* _What you have to do_
Output the first line of the listing and each line after it, up to and including the line that contains "Annotation task. Transcribe", exactly as written, minus the pictures.

==== Records for processing ====

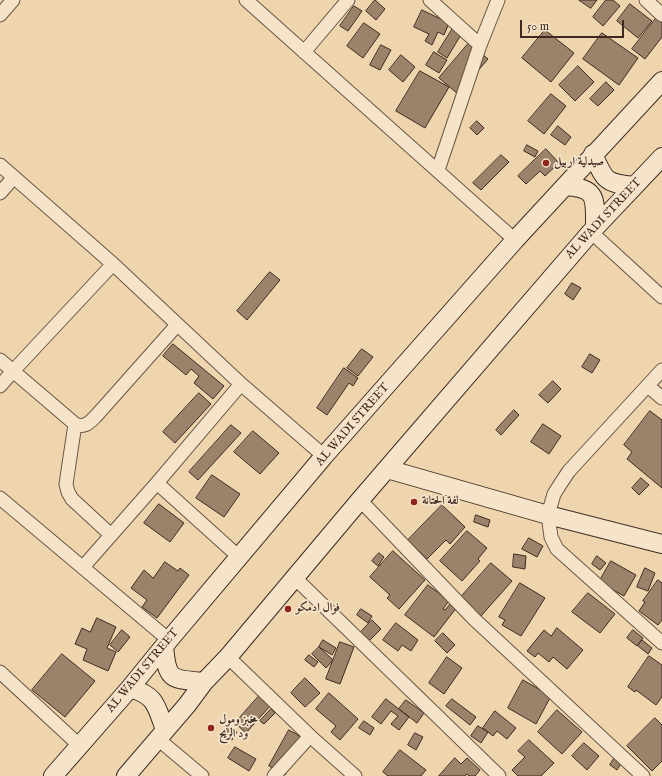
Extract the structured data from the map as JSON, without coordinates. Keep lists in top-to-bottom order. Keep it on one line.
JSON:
{"streets":{"main road":["AL WADI STREET"]},"places":["صيدلية اربيل","لفة الحتانة","فوال ادمكو","مخبز ومول ود الريح"],"scale_bar":"50 m"}
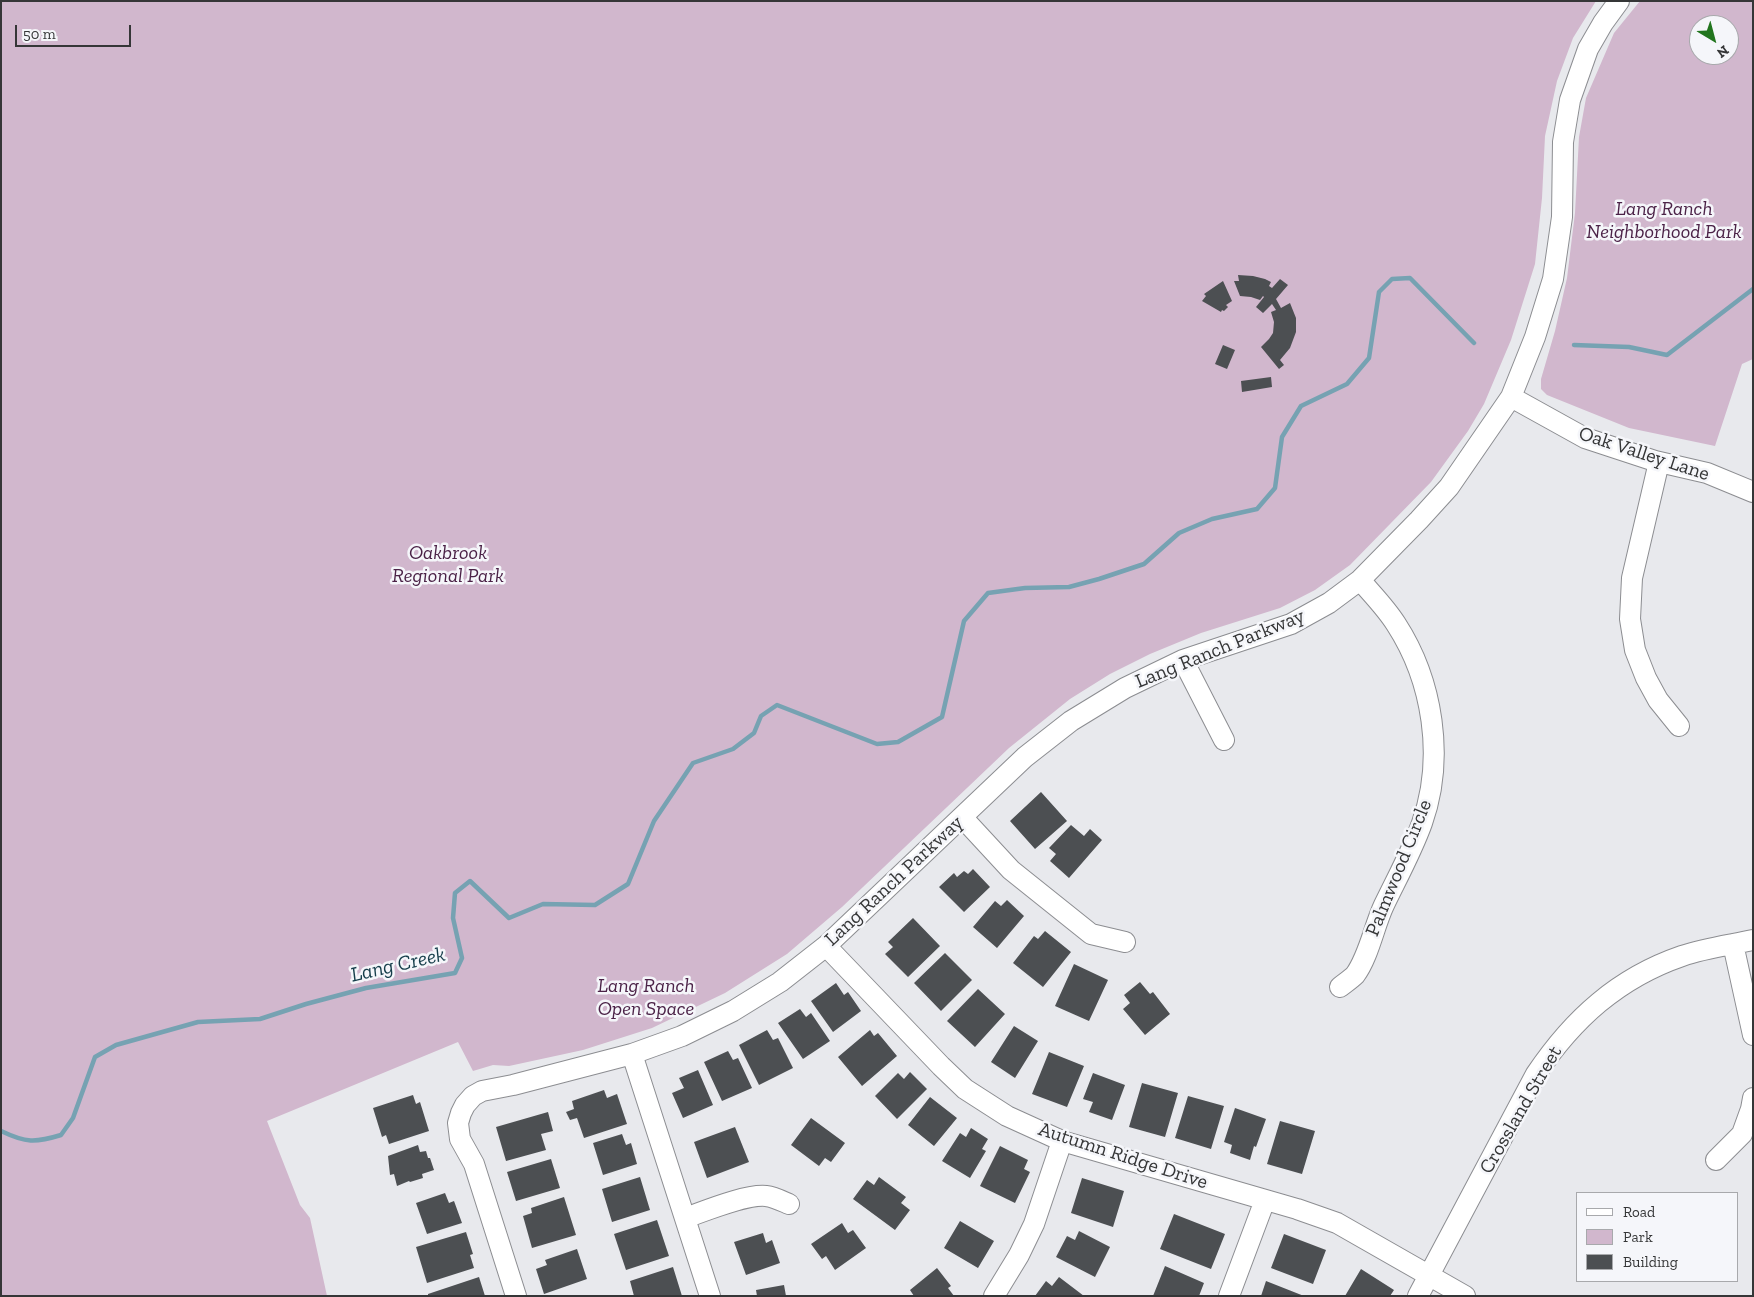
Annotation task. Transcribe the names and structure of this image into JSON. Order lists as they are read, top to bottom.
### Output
{
  "streets": {
    "street": [
      "Oak Valley Lane",
      "Lang Ranch Parkway",
      "Palmwood Circle",
      "Crossland Street",
      "Autumn Ridge Drive"
    ]
  },
  "crossings": [
    ["Oak Valley Lane", "Lang Ranch Parkway"],
    ["Lang Ranch Parkway", "Palmwood Circle"],
    ["Lang Ranch Parkway", "Autumn Ridge Drive"],
    ["Crossland Street", "Autumn Ridge Drive"]
  ],
  "water": ["Lang Creek"],
  "parks": ["Lang Ranch Neighborhood Park", "Oakbrook Regional Park", "Lang Ranch Open Space"],
  "legend": ["Road", "Park", "Building"],
  "scale_bar": "50 m",
  "north": "bottom right"
}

====

* _Exercise solution_
Extract the structured data from the map as JSON, without coordinates. Keep lists in top-to-bottom order. Keep it on one line.
JSON:
{"streets":{"main road":["AL WADI STREET"]},"places":["صيدلية اربيل","لفة الحتانة","فوال ادمكو","مخبز ومول ود الريح"],"scale_bar":"50 m"}
Annotation task. Transcribe the names and structure of this image into JSON. Order lists as they are read, top to bottom.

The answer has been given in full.